[[ RECORDED INFORMATION, beginning ]]
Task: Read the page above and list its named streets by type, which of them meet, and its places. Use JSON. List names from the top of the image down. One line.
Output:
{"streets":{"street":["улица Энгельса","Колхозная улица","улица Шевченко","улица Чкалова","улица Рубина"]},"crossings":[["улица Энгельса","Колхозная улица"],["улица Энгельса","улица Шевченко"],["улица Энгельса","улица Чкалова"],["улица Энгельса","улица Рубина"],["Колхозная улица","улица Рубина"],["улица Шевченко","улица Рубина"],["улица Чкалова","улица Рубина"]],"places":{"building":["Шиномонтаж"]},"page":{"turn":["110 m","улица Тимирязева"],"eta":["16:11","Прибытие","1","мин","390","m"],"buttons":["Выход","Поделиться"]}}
[[ RECORDED INFORMATION, end ]]
EXERCISE DETAILS:
Print the data above exactly.

SOLUTION TO THIS TASK:
Task: Read the page above and list its named streets by type, which of them meet, and its places. Use JSON. List names from the top of the image down. One line.
Output:
{"streets":{"street":["улица Энгельса","Колхозная улица","улица Шевченко","улица Чкалова","улица Рубина"]},"crossings":[["улица Энгельса","Колхозная улица"],["улица Энгельса","улица Шевченко"],["улица Энгельса","улица Чкалова"],["улица Энгельса","улица Рубина"],["Колхозная улица","улица Рубина"],["улица Шевченко","улица Рубина"],["улица Чкалова","улица Рубина"]],"places":{"building":["Шиномонтаж"]},"page":{"turn":["110 m","улица Тимирязева"],"eta":["16:11","Прибытие","1","мин","390","m"],"buttons":["Выход","Поделиться"]}}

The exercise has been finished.